Jojo cajoles Mary into taking a turn as a go-go dancer. A smashing success, she celebrates her good fortune with Fleetwood and Jojo, who has her in mind for his "mentor" Lou, a gaudy Los Angeles producer of "motion pictures" of the triple X genre, who's looking for fresh corn-fed talent ("Easy Money").

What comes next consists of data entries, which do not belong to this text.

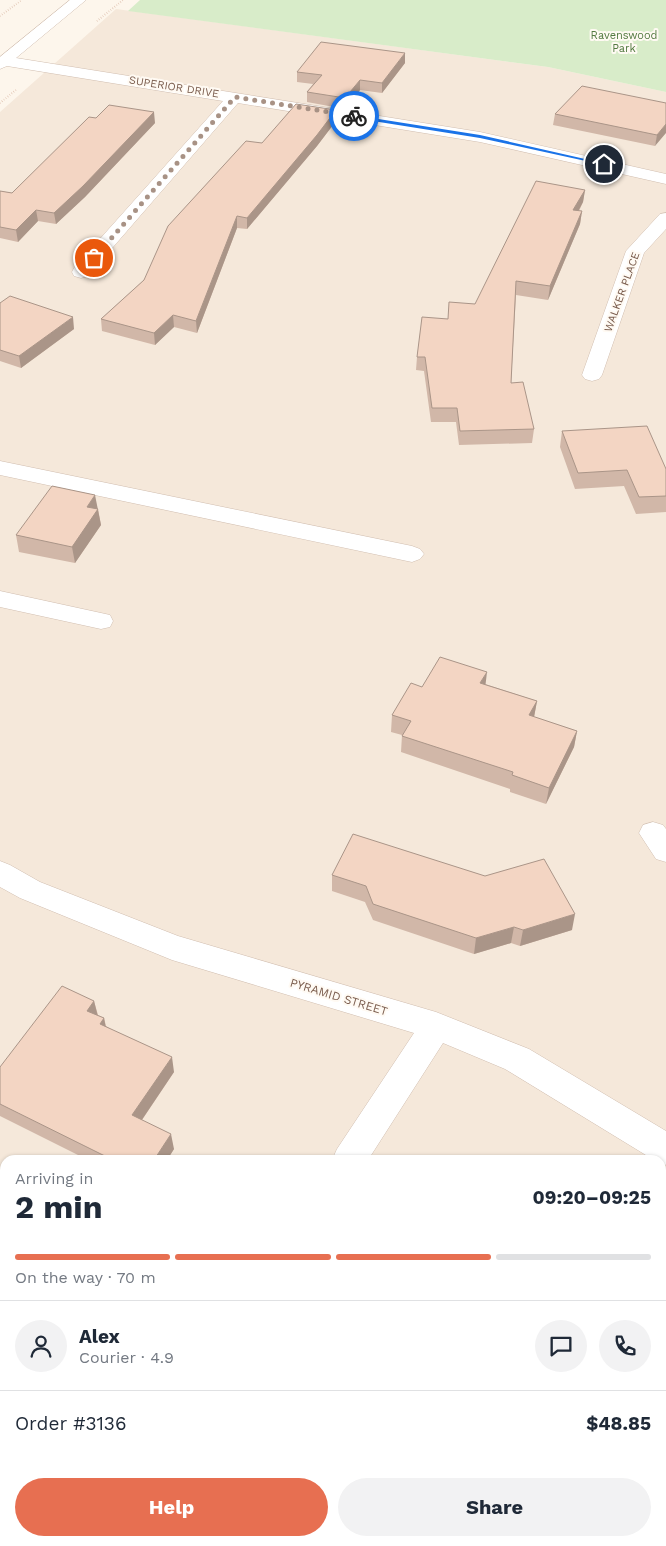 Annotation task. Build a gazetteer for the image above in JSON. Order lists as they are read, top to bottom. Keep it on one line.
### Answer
{"streets":{"street":["SUPERIOR DRIVE","WALKER PLACE","PYRAMID STREET"]},"parks":["Ravenswood Park"],"page":{"heading":["2 min","Arriving in","09:20–09:25"],"panel":["Alex","Courier · 4.9","Order #3136","$48.85"],"bar":"On the way · 70 m","buttons":["Help","Share"]}} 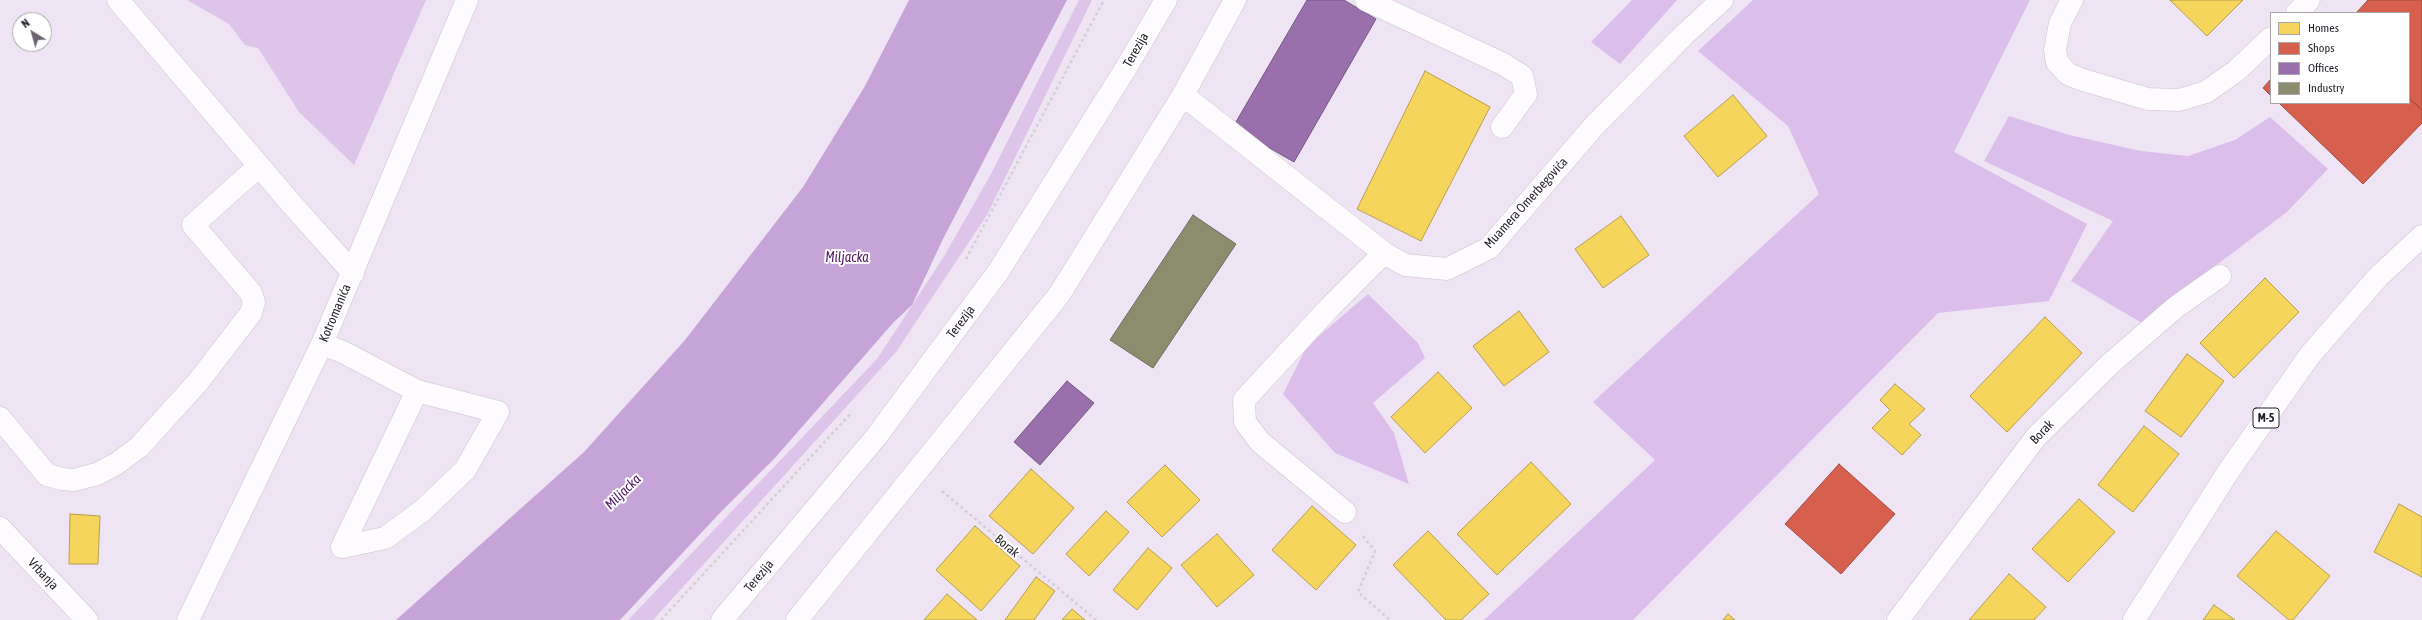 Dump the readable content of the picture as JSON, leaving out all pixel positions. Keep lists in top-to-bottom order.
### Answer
{
  "streets": {
    "street": [
      "Terezija",
      "Muamera Omerbegovića",
      "Kotromanića",
      "M-5",
      "Borak",
      "Vrbanja"
    ]
  },
  "water": ["Miljacka"],
  "legend": [
    "Homes",
    "Shops",
    "Offices",
    "Industry"
  ],
  "north": "top left"
} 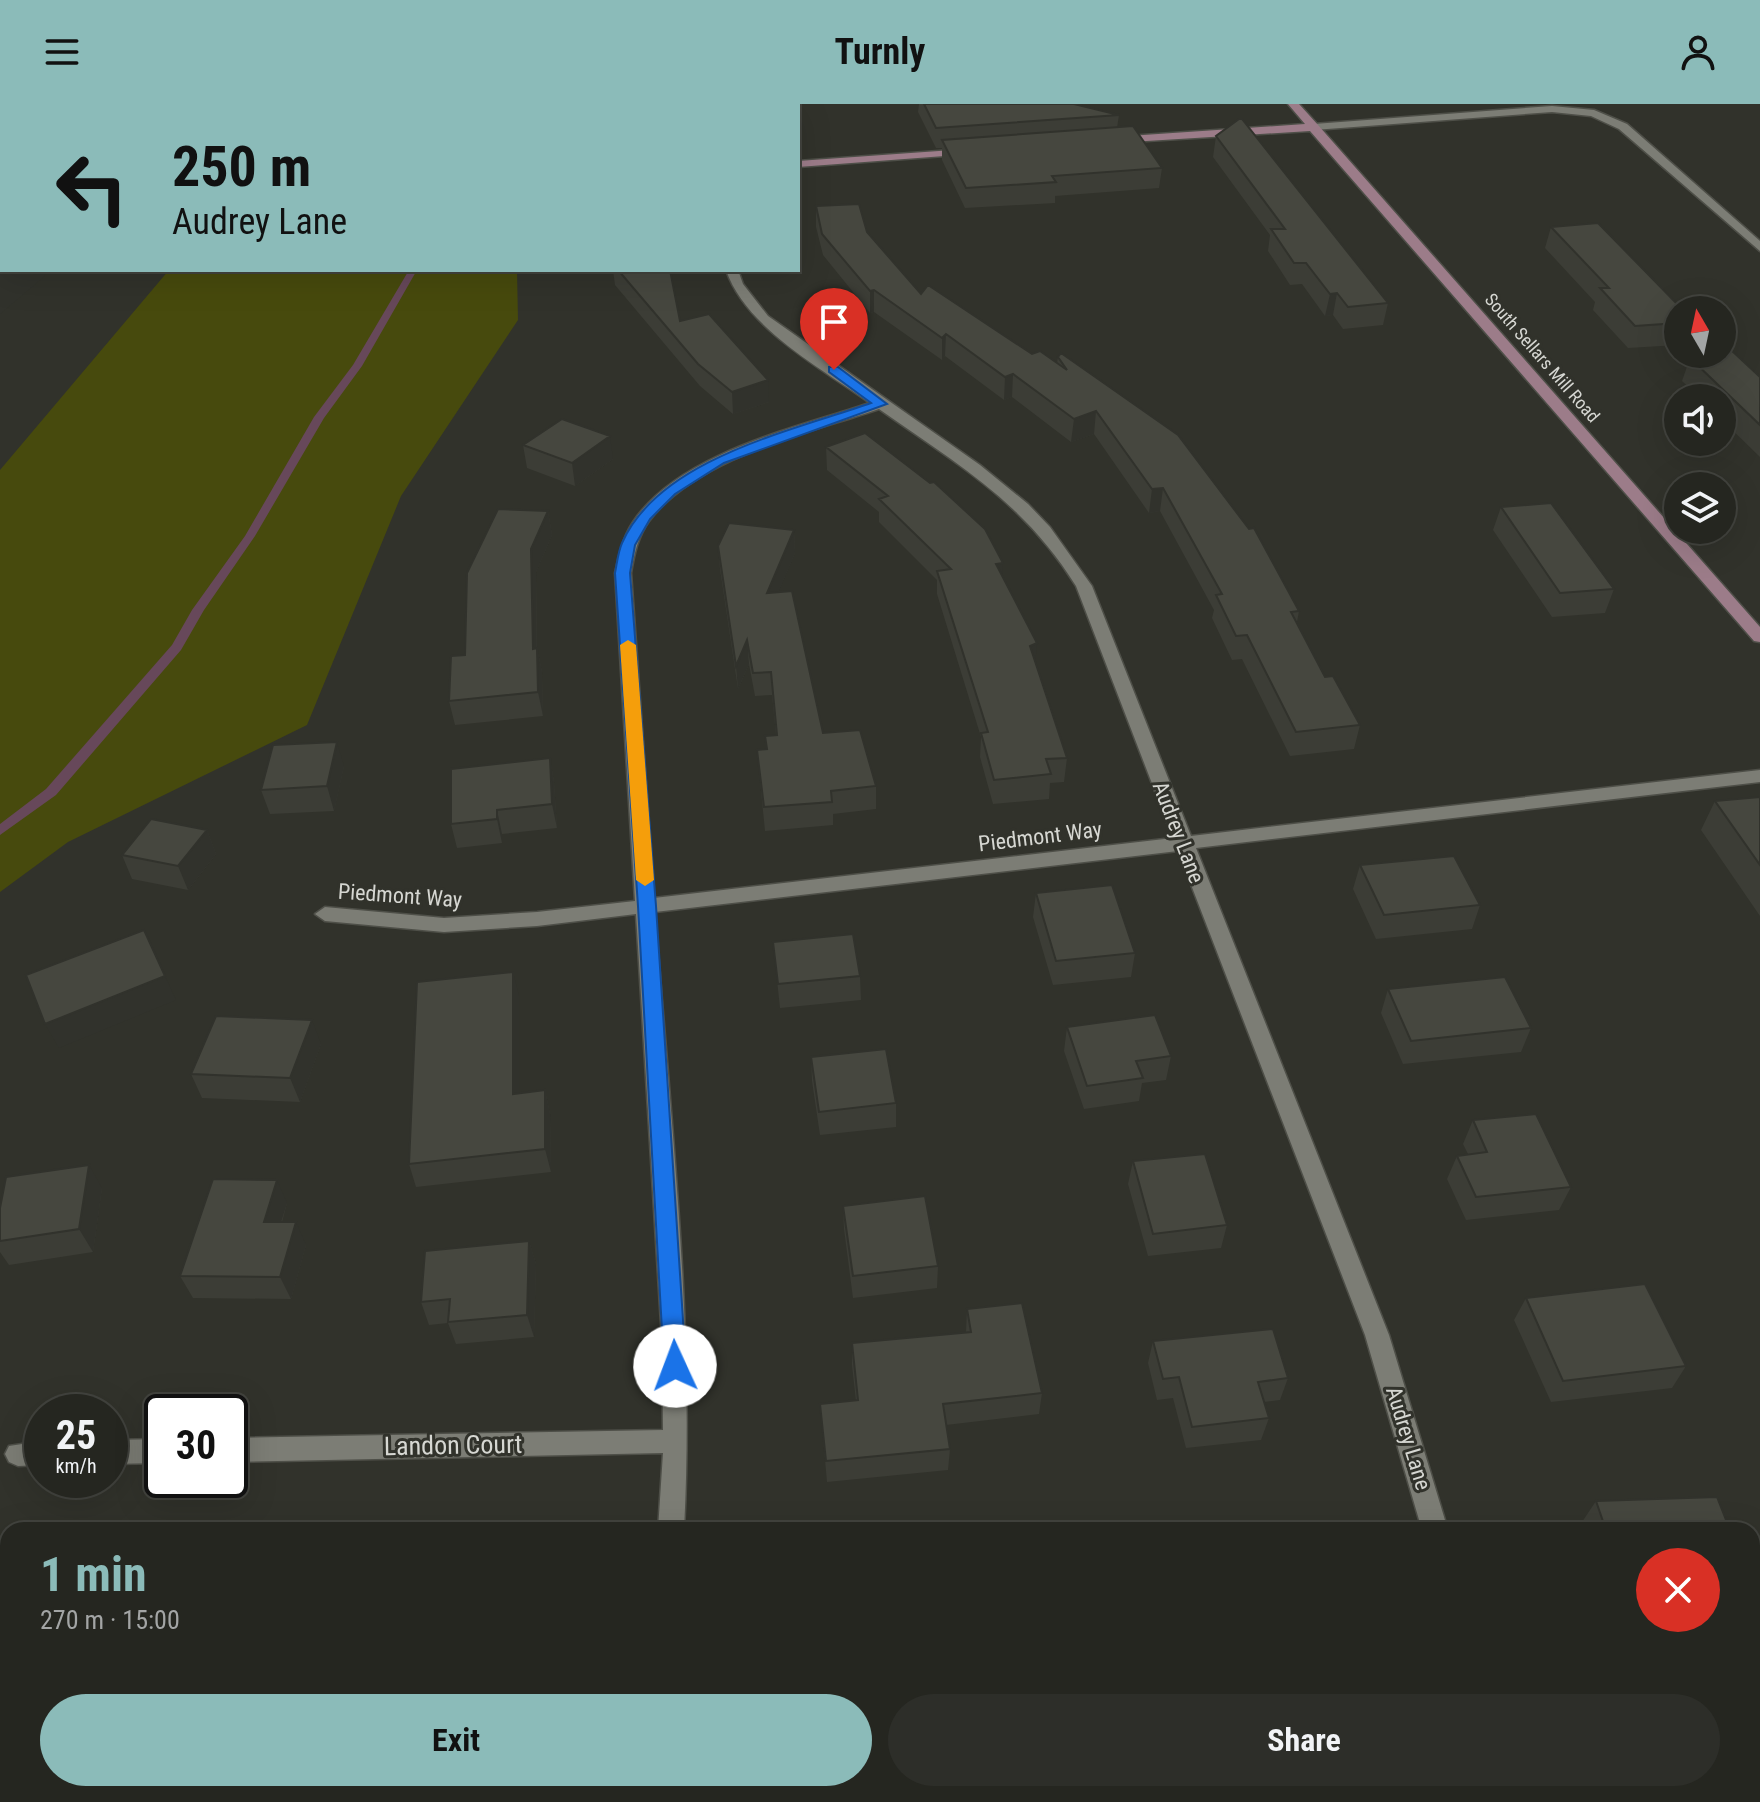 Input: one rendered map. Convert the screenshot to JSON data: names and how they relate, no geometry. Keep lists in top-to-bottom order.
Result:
{
  "streets": {
    "main road": ["South Sellars Mill Road"],
    "street": ["Audrey Lane", "Piedmont Way", "Landon Court"]
  },
  "crossings": [
    ["Audrey Lane", "Piedmont Way"]
  ],
  "north": "top",
  "page": {
    "header": "Turnly",
    "turn": ["250 m", "Audrey Lane"],
    "speed": "25 km/h",
    "limit": "30",
    "heading": ["1 min", "270 m · 15:00"],
    "buttons": ["Exit", "Share"]
  }
}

Once again in jail, Queen reflects on her attachment to Fleetwood ("He's No Good"); while, enticed by Mary, Jojo and Fleetwood spend the night with her in a threesome. As Fleetwood turns his attentions toward Mary, Memphis makes his move to put "Queen in his deck". Queen discovers what's been going on between Fleetwood and Mary, and decides she's finally had enough ("I'm Leaving You"). As everyone parties at The Hookers' Ball, Lou makes off with Mary, while Queen, shunning Fleetwood, attaches herself to Memphis ("The Hooker's Ball").

=== Act II ===
Over a game of Three-card Monte ("Step Right Up"), Jojo and the pimps discuss their "silent partner", Mr. Greed ("Mr. Greed"). In Memphis' spacious apartment, Queen thanks him for getting her out of jail and for the beautiful dress he gave her to wear to the Hookers' Ball; but Memphis makes it very clear that the dress was a $6,000 loan that she must repay with her earnings ("My Way or the Highway"). He warns Queen that she better not leave town "cause you'll be coming back real soon for a funeral – Fleetwood's; followed shortly by your own".

Queen tells Sonja that she must find Fleetwood and warn him about Memphis' threat. She asks Jojo to tell Fleetwood to meet her the next morning at Lacy's. Meanwhile, Mary, with Lou, toasts her acceptance of his offer of a movie career ("People Magazine").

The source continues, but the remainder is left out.